'Offers may be at the cost of margins, but they are important'
Rising prices and interest rates, falling markets and slow economic growth have reduced the disposable incomes of consumers. Retailers say there is a slowdown in categories like apparel and durables, which are discretionary in nature. Raghavendra Kamath talks to Ajit Joshi, chief executive officer of Tata Sons-promoted Infinity Retail, which runs durable and electronic chain Croma, about the slowdown and his company's strategy to come out of the crisis. Edited excerpts:
You have an agreement with Australia's Woolworths, which helps you to source goods for your stores. Would the change in foreign direct investment (FDI) rules alter that partnership?
I can not comment on that, as our parent, Tata Sons, has an agreement with them. Infinity has a supply agreement with them, and that would continue.
What kind of traction do you expect in consumer durables and electronics retail, owing to the change in FDI norms in multi brand retail?
Western economies are not growing, they are saturated. The whole world is looking at India and China. I think most of the global durables and electronics chains would look at India now.
What is the kind of slowdown you have seen in consumer offtake?
So far, we have not seen any slowdown in sales. We have beaten the market in 2008, and we want to do the same this time as well. I am not a palmist who can look into the future and say whether we would be successful or not. But we would work on strategies that would make us successful. Since 2006, we have grown more than 51 per cent year-on-year. There were years when we grew at 60 to 70 per cent as well. Even during 2008-09, we grew more than 51 per cent. We have done two things: We increased the number of sales, along with same-store sales.
What impact would the rising rupee have on consumer durables retail?
The rising rupee would have an effect. If you look at large side-by-side refrigerators, they are made in China and other countries, and the rising rupee would now make imports expensive. We will wait for brands to communicate with us. As far as our private labels go, luckily, our stock is in and we need not change the prices now. For the next stock, I have to go and negotiate with our manufacturer. I might have to increase prices. If you look at aluminum and copper, two vital metals, have seen a substantial increase in prices.
Aren't you scared of a further decline in consumer spending, if you raise prices?
There might be resistance if we increase prices. That is where we need to be innovative and think of what finance schemes we offer. It might be at the cost of margins, but you would have to maintain certain things. This (pick-up in volumes through finance schemes) is the trend we have seen since Diwali. So far this year, volume from such finance schemes stood at around eight per cent. During Diwali, we saw a four per cent rise in offtake from finance schemes. Almost 12 per cent of our customers chose such schemes.
There were two reasons for this. First, we had a scheme with ICICI Bank: Maximum Rs 1,000 off, or five per cent back, whichever was higher. Shoppers also used easy monthly installment schemes. People had gone for both.
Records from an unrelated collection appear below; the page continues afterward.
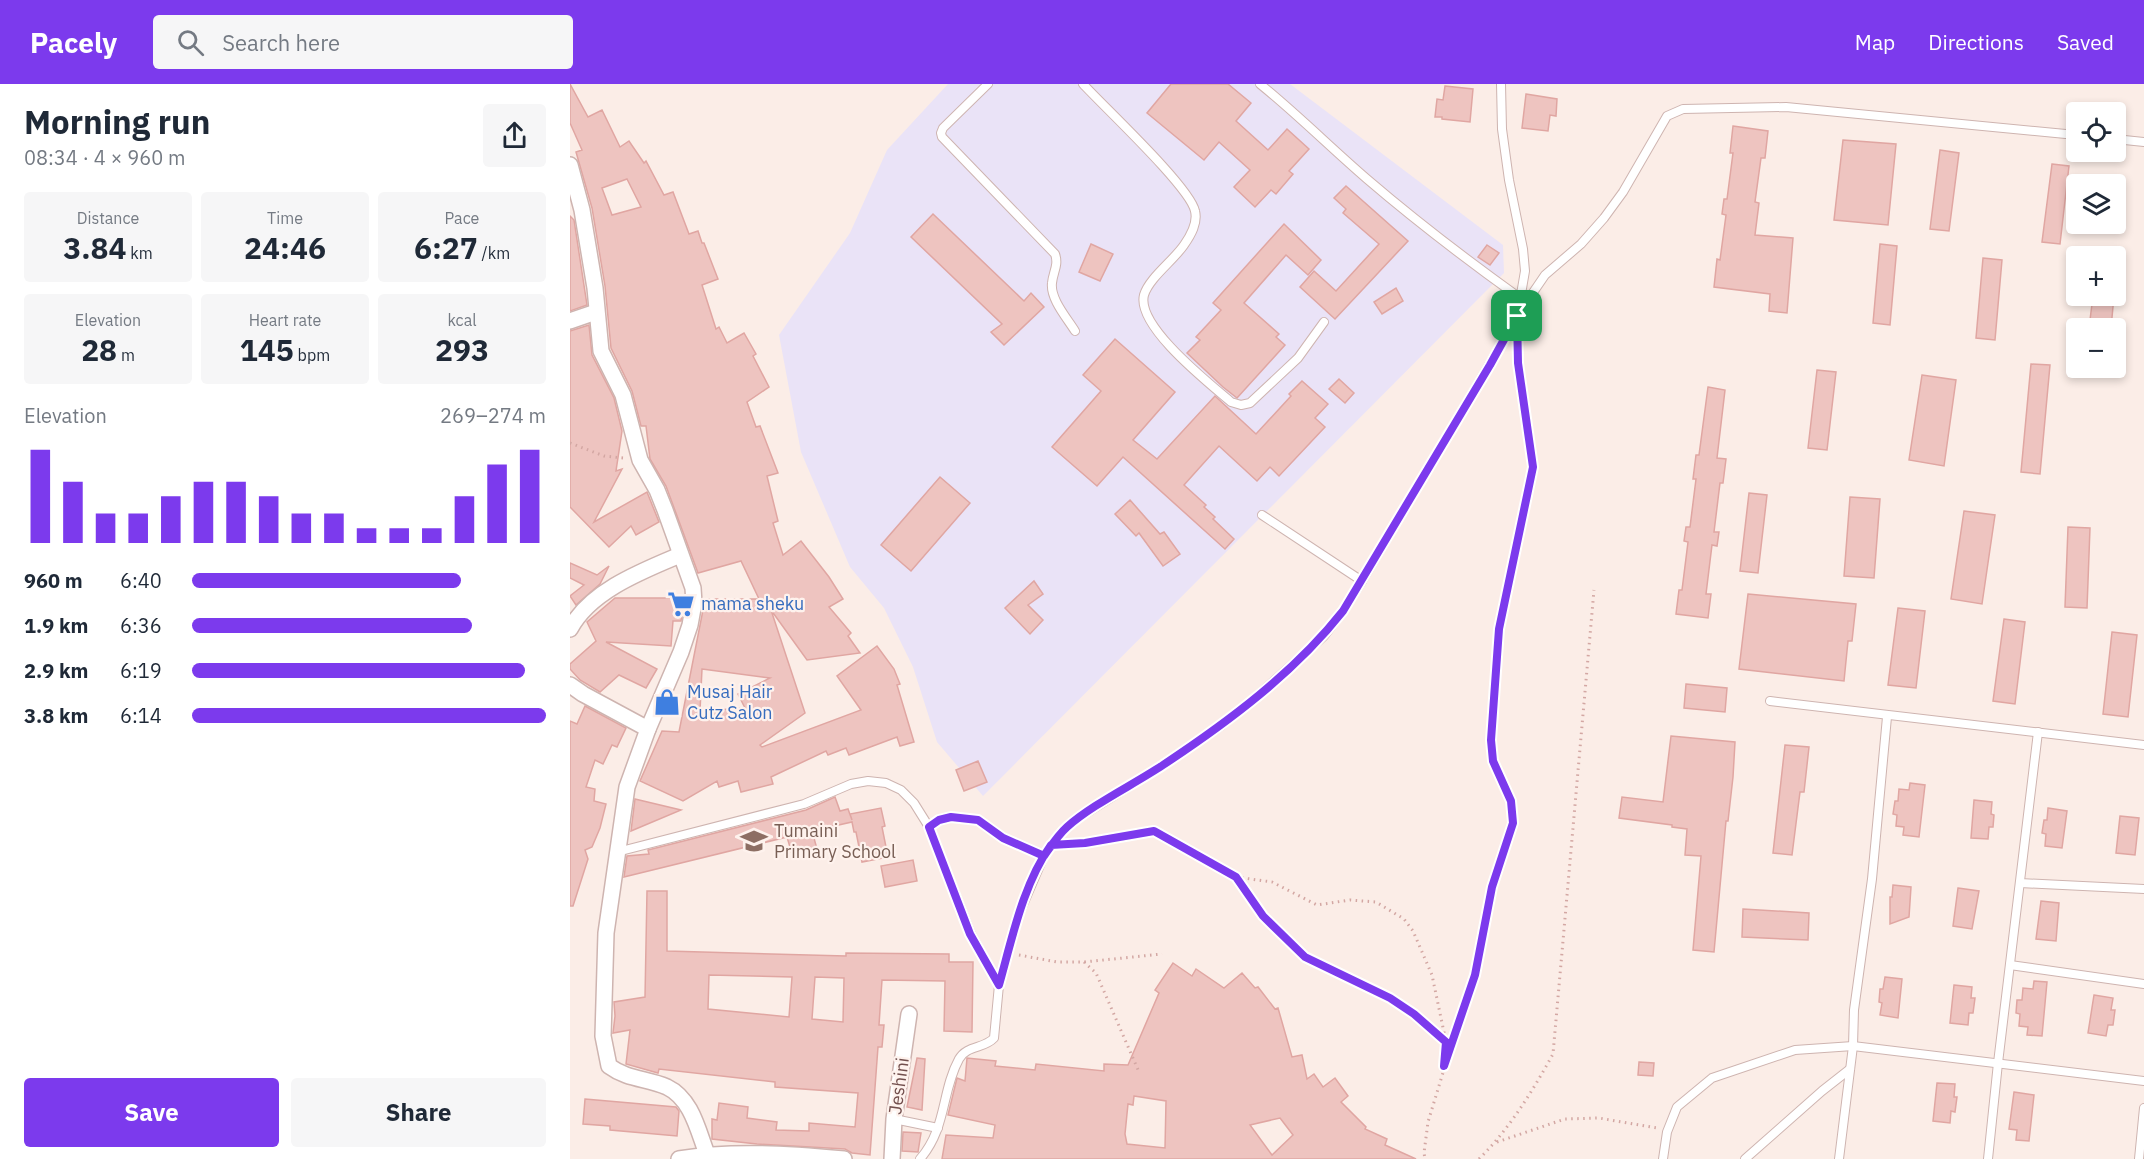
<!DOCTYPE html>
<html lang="en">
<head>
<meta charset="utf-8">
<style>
  :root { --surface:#fff; --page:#f6f6f7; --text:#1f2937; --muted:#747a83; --accent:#7c3aed }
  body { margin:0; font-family:"IBM Plex Sans",sans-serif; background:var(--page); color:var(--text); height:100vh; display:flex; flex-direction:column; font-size:22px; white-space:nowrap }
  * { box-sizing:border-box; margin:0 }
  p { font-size:20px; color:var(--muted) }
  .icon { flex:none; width:33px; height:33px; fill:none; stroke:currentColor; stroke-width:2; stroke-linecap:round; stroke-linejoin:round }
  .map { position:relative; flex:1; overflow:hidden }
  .side { display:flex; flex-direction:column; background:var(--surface); width:570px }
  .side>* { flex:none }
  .fabs { position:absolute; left:1496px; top:18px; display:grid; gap:12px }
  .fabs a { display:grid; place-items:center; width:60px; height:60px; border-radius:6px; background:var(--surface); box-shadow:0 3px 9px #0003; font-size:30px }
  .pin { position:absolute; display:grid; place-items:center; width:51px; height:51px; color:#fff; margin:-26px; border-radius:12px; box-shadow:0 3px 9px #0006 }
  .round { display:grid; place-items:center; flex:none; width:63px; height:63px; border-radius:6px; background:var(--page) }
  .head { display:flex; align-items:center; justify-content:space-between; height:102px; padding:0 24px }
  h1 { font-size:33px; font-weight:700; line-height:45px }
  .metrics { display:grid; grid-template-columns:repeat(3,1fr); gap:9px; height:102px; padding:6px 24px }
  .metrics div { display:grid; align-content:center; border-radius:6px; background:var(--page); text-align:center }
  .metrics b { font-size:30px; font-weight:700 }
  .metrics small { font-size:16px; font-weight:400 }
  .metrics p { font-size:16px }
  .chart { height:168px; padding:12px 24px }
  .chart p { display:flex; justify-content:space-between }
  .chart svg { width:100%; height:108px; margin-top:6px; stroke:var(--accent); stroke-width:6 }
  .action { display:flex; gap:12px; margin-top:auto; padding:12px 24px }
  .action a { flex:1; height:69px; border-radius:6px; background:var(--accent); color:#fff; font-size:24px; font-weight:700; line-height:69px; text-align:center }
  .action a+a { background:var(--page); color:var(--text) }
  ul { padding:0 24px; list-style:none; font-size:20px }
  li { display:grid; grid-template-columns:96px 72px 1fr; align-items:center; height:45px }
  li i { height:15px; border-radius:8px; background:var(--accent) }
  header { display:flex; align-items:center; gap:36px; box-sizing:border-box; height:84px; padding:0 30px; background:var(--accent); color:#fff }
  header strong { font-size:28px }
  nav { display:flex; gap:33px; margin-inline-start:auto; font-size:21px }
  .search { width:420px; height:54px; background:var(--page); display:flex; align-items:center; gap:15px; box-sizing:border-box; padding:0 21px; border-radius:6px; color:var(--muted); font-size:22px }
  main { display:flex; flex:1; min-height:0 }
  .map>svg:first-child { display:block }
</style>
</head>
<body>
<header>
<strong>Pacely</strong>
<div class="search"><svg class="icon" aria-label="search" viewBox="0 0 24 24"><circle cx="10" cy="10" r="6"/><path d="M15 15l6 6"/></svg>Search here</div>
<nav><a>Map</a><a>Directions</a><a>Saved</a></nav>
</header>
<main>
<section class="side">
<div class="head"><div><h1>Morning run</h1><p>08:34 · 4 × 960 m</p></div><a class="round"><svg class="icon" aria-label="share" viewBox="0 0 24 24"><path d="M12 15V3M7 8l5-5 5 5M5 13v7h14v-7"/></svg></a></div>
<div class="metrics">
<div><p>Distance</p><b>3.84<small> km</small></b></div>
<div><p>Time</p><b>24:46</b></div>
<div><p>Pace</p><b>6:27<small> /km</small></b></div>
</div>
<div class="metrics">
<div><p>Elevation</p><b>28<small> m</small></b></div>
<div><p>Heart rate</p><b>145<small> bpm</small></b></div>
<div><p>kcal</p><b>293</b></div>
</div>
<div class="chart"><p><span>Elevation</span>269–274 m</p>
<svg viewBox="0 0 160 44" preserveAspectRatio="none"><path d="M5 44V6M15 44V19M25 44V32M35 44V32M45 44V25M55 44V19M65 44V19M75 44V25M85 44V32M95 44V32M105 44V38M115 44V38M125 44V38M135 44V25M145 44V12M155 44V6"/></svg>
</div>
<ul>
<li><b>960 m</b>6:40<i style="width:76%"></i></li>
<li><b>1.9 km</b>6:36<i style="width:79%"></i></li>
<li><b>2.9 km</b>6:19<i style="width:94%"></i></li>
<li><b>3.8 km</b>6:14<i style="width:100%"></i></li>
</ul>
<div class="action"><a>Save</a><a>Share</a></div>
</section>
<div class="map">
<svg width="1574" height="1075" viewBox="0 0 1574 1075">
  <rect width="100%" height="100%" fill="#fbede7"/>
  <!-- education -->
  <path fill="#eae3f7" d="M378,0h342l213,161 1,28 -521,523 -46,-54 -24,-75 -29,-59 -34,-41 -49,-115 -22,-117 71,-102 37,-83z"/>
  <!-- building -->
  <g fill="#eec4c0" stroke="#e0a6a2" stroke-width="1.5" fill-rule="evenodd">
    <path d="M0,0l18,33 14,-7 18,37 9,-6 15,22 2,-2 18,34 9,-3 16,42 9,-3 4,12h2l14,36 -16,6 14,44 3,-2 8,16 17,-10 12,21 -3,2 16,31 -22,15 9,25 4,-1 18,47 -11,3 11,45 -5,2 10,32 18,-14 28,36 14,22 -14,8 22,26 -3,3 12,17 -53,7 -36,-50 34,103 -45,32 2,2 99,-37 -24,-34 40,-30 17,23 6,15 -3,1 17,57 -14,4 -3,-9 -48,18 -3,-7 -18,7 -2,-4 -55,26 2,7 -32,8 -3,-11 -19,6 -2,-6 -34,20 -43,-20 22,-50 17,1 24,-122 4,-11h52l-18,-38 -43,12 -32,-87 -16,-27 -4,-33h-5l-9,-35 -21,-43 -6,-62 -13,-78 -16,-56 6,-2 -12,-27zM57,95l14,28 -29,8 -10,-27zM132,585l68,9 -32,16 7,14 -45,3z"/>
    <path d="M601,0h57l23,19 -15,18 32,29 19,-21 22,20 -20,22 4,3 -17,20 -5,-4 -16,17 -21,-20 16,-17 -31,-28 -15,18 -57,-47z"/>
    <path d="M875,2l28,3 -3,33 -28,-3v-2h-7l2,-18 6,1z"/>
    <path d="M956,10l31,5 -1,17 -6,-1 -2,16 -26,-3z"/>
    <path d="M1163,42l35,5 -3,27h-4l-6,44 4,1 -4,32 38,3 -6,75 -18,-2 1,-17 -56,-7 3,-28 3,1 6,-45 -4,-1 2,-15h3l6,-46h-3z"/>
    <path d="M1273,56l53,4 -8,81 -54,-5z"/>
    <path d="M1370,66l19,3 -10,78 -19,-2z"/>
    <path d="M1482,80l17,2 -9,78 -18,-2z"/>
    <path d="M776,102l62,55 -73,78 -35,-32 14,-16 22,20 43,-47 -36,-31 3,-4 -12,-11z"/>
    <path d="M363,130l91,87 7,-8 13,14 -40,38 -13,-13 11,-8 -91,-87z"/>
    <path d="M0,132l4,4 13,85 -17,6z"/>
    <path d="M714,140l37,36 -13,15 -22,-20 -42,48 35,31 -3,3 9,8 -48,53 -14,-11 -36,-34 13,-13 -4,-3 25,-27 -8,-7z"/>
    <path d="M521,160l22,10 -13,27 -21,-9z"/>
    <path d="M1310,160l17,2 -7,79 -17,-2z"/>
    <path d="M917,161l12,8 -9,12 -12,-8z"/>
    <path d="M1413,174l19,2 -7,80 -19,-2z"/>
    <path d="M826,204l7,13 -21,13 -8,-12z"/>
    <path d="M1523,212h21l-3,32h-22z"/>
    <path d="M19,241l3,30 22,43 8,33 -6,40 6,-2 -28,53 53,-30 12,30 -23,13 -5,-9 -22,21 -39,-40v-176z"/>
    <path d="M545,255l60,53 -42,48 24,19 58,-63 41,38 35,-38 -2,-2 13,-13 26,23 -13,14 10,9 -46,49 -9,-9 -13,14 -38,-35 -35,39 22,20 -2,2 11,10 -2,2 21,20 -9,10 -102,-92 -26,29 -45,-39 49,-56 -18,-16z"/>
    <path d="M1461,280l19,1 -10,109 -19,-2z"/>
    <path d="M1247,286l19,2 -9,78 -19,-2z"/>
    <path d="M1352,291l34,5 -12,86 -35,-6z"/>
    <path d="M769,295l15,14 -9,10 -16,-14z"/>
    <path d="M1138,303l17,3 -8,68 9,1 -3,24h-3l-6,49h5l-2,14 -5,-1 -6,49h5l-3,24 -32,-4 3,-24h3l6,-48 -4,-1 2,-14h4l6,-48h-3l3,-24h3z"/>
    <path d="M370,393l30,26 -59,68 -30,-26z"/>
    <path d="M1179,409l18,2 -9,78 -18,-2z"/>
    <path d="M1280,413l30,2 -6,79 -30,-2z"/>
    <path d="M560,416l30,34 4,-2 16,22 -17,12 -24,-33 -3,3 -21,-22z"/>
    <path d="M1394,427l31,4 -13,89 -31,-5z"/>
    <path d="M1498,443l22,1 -3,80 -22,-1z"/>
    <path d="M0,479l27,12 12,-9 -9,18 -24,21 -6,-9 14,-11 -14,-7z"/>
    <path d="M464,497l9,13 -15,11 15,15 -13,14 -25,-26z"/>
    <path d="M1178,510l108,10 -4,37h-4l-4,40 -105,-12z"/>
    <path d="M45,514h68v9l-2,14h-8l-2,25 -65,-4 51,27 -11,19 -27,-13 -19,17 -20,-12 -10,-11v-5l26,-23 -9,-19z"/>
    <path d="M1328,524l27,3 -9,77 -28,-3z"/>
    <path d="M1434,535l21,3 -10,82 -22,-3z"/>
    <path d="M1542,548l25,3 -9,82 -25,-3z"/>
    <path d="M1116,600l41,4 -2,24 -41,-4z"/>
    <path d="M15,622l41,22 -9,19 -5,-2 -9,19 -8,-4 -9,27 9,2 -1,12 12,3 -6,24 -8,19 -7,3 3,9 -15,47h-3v-185l7,3z"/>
    <path d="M1101,652l64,6 -2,35 -5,44h-2l-12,131 -21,-2 8,-94 -16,-1 2,-26 -15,-2v-2l-53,-7 3,-21 41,5z"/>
    <path d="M1215,661l24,2 -5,45h-4l-8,63 -19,-2z"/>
    <path d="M408,677l9,21 -23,9 -8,-21z"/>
    <path d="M1340,699l15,2 -6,52 -16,-2 1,-8 -8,-1 1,-11 -4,-1 2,-13h3l1,-12 10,1z"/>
    <path d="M265,713l5,14 8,-2 4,11 -2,-6 31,-6 4,18 -3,1 6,30 -26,5 -6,-30h-2l-2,-10 -40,9 5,18 -25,5 -5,-17 -163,40 3,-21 22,-2 -1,-4 158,-40z"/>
    <path d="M65,715l46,11 -50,21z"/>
    <path d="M1404,716l18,2 -1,12 3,1 -1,12h-4l-1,12 -17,-1z"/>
    <path d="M1478,724l19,3 -5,37 -17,-2 1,-12 -4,-1 2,-13h3z"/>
    <path d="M1550,732l19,2 -4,37 -19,-2z"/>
    <path d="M343,776l4,21 -32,6 -4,-21z"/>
    <path d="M1323,801l18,2 -2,30 -19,7v-27h2z"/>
    <path d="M1388,804l21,3 -7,38 -19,-3z"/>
    <path d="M77,807h20v60l179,5v-3l103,1v8h24l-1,70 -28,-1 1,-50 -63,-1 -3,45h5l-2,22h-4l-8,108 -18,-2 -7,-4 -88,-5 -45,-5v-20l5,1 2,-17 29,4 -1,11 30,4 -1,8 33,1v-8l46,4 3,-34 -83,-6v-5l-116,-13 -1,4 -32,-9 4,-34 -17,3 2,-17 -1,-14 31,-5zM139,891l83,2 -3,40 -81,-8zM245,893l29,1 -1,44 -31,-3z"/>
    <path d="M1471,817l18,2 -3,38 -20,-2z"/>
    <path d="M1173,825l66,4 -1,27 -66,-3z"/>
    <path d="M603,879l19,13 4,-7 28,19 18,-15 13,15 3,-1 17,22 3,-1 14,49 10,-2 5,24 7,-5 9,13 12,-9 13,18 -7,6 25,25 -1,2 22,10 -2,6 31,14h-474l4,-24 47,3 2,-13 -47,-10 9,-37 8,3 2,-23 29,3 -1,5 40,4 1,-6 68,7v-7l24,1 31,-72 -4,-3zM564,1012l32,5 -1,47 -38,-4 -2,-10 3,-30 5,1zM710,1034l13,17 -21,20 -22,-30z"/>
    <path d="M1315,893l17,2 -4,39 -18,-3 2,-12 -3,-1 1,-13h3z"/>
    <path d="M1464,897l13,1 -5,54 -15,-1 1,-8 -9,-1 1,-12 -4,-1 1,-13h5l1,-12 10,1z"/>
    <path d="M1384,901l18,2 -1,11h4l-2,15h-4l-1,12 -18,-2z"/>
    <path d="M1524,911l19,3 -2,12h4l-2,15h-5l-2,11 -18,-3z"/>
    <path d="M347,974l8,1 -3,51 -15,-3z"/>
    <path d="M1069,978l15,1 -1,13 -15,-1z"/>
    <path d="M1367,999l18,1 -1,13h3l-2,15 -4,-1 -1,12 -17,-2z"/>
    <path d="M1444,1008l20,3 -5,46 -13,-1 1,-10 -8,-1z"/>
    <path d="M15,1015l91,8 3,4 -2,25 -67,-6v-4l-27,-2z"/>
    <path d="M333,1048l18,1 -3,19 -16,-1z"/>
  </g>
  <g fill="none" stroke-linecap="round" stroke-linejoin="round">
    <defs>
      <g id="lane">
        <path d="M418,0l-45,44 -2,5 1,4 113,117c4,11 -2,18 -3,29 -2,16 15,35 23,48"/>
        <path d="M513,0c21,23 107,103 112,127 3,12 -4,24 -11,34 -10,15 -35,33 -40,50 -8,31 65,88 87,107l10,3 9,-2 48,-45 26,-36"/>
        <path d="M690,0c37,30 71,64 107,95 49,42 100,81 153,119"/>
        <path d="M931,0l1,45 7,51 14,69 2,22 -5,29"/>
        <path d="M1545,55l29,3"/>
        <path d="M692,431l100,66"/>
        <path d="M1200,617l374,44"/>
        <path d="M47,768l187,-48 47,-20 17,-3 18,2 15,7 13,13 15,24 42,107 28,51"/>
        <path d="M1450,799l124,6"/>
        <path d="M1440,881l134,19"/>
        <path d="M324,1035l44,9"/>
        <path d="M350,1075c27,-31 21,-67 39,-100 8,-14 25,-10 35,-21l5,-53 20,-71 25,-58 7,-11 15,-17 14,-11 81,-51 61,-41 33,-27 69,-62 19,-25 19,-30 127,-216 28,-49 28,-41 36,-31 23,-26 19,-26 44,-76 16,-7 103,-2 290,28"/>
        <path d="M1093,1075l4,-27 10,-25 35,-29 83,-28 58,-4 291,35"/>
        <path d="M1175,1075l77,-68 28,-22"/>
        <path d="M1269,1075l14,-113 1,-36 18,-131 15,-162"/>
        <path d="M1418,1075l10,-96 40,-331"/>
        <path d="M1569,1075l5,-51"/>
      </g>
      <g id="street">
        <path d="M0,81l12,45 13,78 6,63 22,44 17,65 17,30 8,20 28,78 1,15 -4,22 -9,27 -33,77 -21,58 -21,146 -3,103 6,30c19,14 38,12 58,21 25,12 31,44 40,67"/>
        <path d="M0,237l26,-9"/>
        <path d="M0,545c20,-38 72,-58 110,-74"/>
        <path d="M0,601l13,9 65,35"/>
        <path d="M109,1075c54,-9 110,-5 165,0"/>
        <path d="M322,1075l2,-40 15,-105"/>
      </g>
    </defs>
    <!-- lane casing -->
    <use href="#lane" stroke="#ceb4b0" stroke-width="10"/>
    <!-- street casing -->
    <use href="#street" stroke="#ceb4b0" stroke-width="18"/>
    <!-- path -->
    <g stroke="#d3a7a3" stroke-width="3" stroke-dasharray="1.5 4.5" stroke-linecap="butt">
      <path d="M0,359l34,13 19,2"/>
      <path d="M368,737l13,-4 27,3 25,18 30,13"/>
      <path d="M499,760l16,-1 69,-12 82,46 36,5 45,23 33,-5 26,2 28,17 9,12 19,44 14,67 -1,24 -17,56 -4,31 1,6"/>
      <path d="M667,793l26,39 42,41 85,41 25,16 29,27"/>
      <path d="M449,871l38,7h27l78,-8"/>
      <path d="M514,878l12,11 43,99"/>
      <path d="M875,982l30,-91 17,-88 21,-64 -2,-22 -18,-40 -2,-21 8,-111 34,-162 -15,-104v-23"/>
      <path d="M927,1058l68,-23 34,-1 58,10"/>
      <path d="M909,1075c31,-31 53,-67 74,-105l41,-464"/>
    </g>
    <!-- lane -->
    <use href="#lane" stroke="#fff" stroke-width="8"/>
    <!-- street -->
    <use href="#street" stroke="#fff" stroke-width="15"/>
  </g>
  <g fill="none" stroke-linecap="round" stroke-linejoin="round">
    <defs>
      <path id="route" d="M947,232l-27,49 -147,246c-49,62 -115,111 -180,154 -30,20 -70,39 -96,62 -9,8 -16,19 -23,29l-41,-18 -25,-18 -27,-3 -12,3 -10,7 41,107 29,51c13,-46 24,-101 52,-140l34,-2 69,-12 82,46 27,39 42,41 85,41 24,16 32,28 -2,24 31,-91 17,-88 21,-64 -2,-22 -18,-40 -2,-21 8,-111 34,-162 -15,-104 -1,-47"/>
    </defs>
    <!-- route casing -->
    <use href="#route" stroke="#fff" stroke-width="12"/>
    <!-- route -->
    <use href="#route" stroke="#7c3aed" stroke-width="8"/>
  </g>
  <!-- icons -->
  <defs>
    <symbol id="supermarket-bare" viewBox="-9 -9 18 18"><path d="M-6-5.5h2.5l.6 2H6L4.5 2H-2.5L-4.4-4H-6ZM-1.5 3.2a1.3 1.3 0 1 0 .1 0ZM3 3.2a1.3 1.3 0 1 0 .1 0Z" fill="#3f7fe0" stroke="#fef2ed" stroke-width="2.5" paint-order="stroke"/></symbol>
    <symbol id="shop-bare" viewBox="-9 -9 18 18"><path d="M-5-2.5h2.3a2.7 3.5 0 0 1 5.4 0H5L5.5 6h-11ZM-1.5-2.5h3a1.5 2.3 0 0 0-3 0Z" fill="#3f7fe0" stroke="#fef2ed" stroke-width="2.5" paint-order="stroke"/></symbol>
    <symbol id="school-bare" viewBox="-9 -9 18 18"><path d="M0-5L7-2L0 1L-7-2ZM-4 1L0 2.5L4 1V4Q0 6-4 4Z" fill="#8d6e63" stroke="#fef2ed" stroke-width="2.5" paint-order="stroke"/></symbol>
  </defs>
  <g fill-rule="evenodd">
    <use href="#supermarket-bare" x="92" y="501" width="38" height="38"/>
    <use href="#shop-bare" x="78" y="599" width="38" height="38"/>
    <use href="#school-bare" x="165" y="738" width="38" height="38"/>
  </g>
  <g text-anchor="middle" stroke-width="4.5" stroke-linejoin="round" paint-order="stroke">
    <!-- shop labels -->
    <g font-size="18" fill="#366cbe" stroke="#fef2ed" text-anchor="start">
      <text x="131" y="526">mama sheku</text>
      <text x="117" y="614">Musaj Hair<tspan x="117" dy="21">Cutz Salon</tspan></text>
    </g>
    <!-- education labels -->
    <g font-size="18" fill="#785e54" stroke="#fef2ed" text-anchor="start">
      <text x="204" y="753">Tumaini<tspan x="204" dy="21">Primary School</tspan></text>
    </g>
    <!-- street labels -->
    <g font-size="18" fill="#724f4d" stroke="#fef2ed">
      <text transform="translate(329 1002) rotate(-82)" y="6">Jeshini</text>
    </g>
  </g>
</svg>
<div class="fabs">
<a><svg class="icon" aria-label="locate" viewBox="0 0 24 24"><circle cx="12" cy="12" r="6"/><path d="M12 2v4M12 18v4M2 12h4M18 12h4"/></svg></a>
<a><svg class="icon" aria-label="layers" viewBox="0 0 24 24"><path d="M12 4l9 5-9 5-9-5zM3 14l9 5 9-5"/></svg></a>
<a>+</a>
<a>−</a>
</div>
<div class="pin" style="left:947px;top:232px;background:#1e9e55"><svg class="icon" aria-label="arrive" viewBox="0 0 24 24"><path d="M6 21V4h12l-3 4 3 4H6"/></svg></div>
</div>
</main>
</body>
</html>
Why pay interest when retailers and manufactures are absorbing that? Shoppers understood there would be a time when retailers would offer easy schemes. There could be bundling of products. If a laptop is required, how do you give a complete solution to the customer? You bundle it with a printer, or a cartridge. By doing this, you increase the ticket size as well. The consumer is getting a good deal. Such things would continue till we come out of the slowdown.
Recently, you opened a 150 sq ft store under Croma Zip. What is the idea behind that?
The orientation of Indians to technology is huge. We noticed the youth want to adopt technology. Be it the Samsang Galaxy or a notepad, what they launched, the youth want to buy it today. Already, there are a lot of inquiries coming for the Apple iPhone 4S. It shows people want to buy new things today, and technology is something the youth want to adopt quickly. They would cut down on fashion or stop going to restaurants, but they would not compromise on technology.
Is it your answer to the slowdown?
Not necessarily the slowdown. This is our answer to growth. Through Zip, I can easily assemble and set up a store in three days in a big-city mall. We also have to look at the ratio of sales to investment. In a Zip store, we have Rs 25 to Rs 35 lakh of inventory and Rs 6 to 8 lakh is the actual cost of fit-outs, and the returns are much faster.
In smaller formats, supervision, stock turns and the interaction with customers is better. We are tracking the inventory turns of global retailers such as Best Buy and JB Hi Fi, which are profitable. We are very close to these. In a couple of contexts, we are better than these.
Would you tweak your expansion plan if you see a slowdown ahead?
Yes, but it depends on the situation. It is very early to say. We have large shops opening now. We are selective about which mall we go to. The last five years have shown us we cannot go to anybody and everybody. We do not want to go to developers who ‘build and sell’. We want to be with professional mall developers.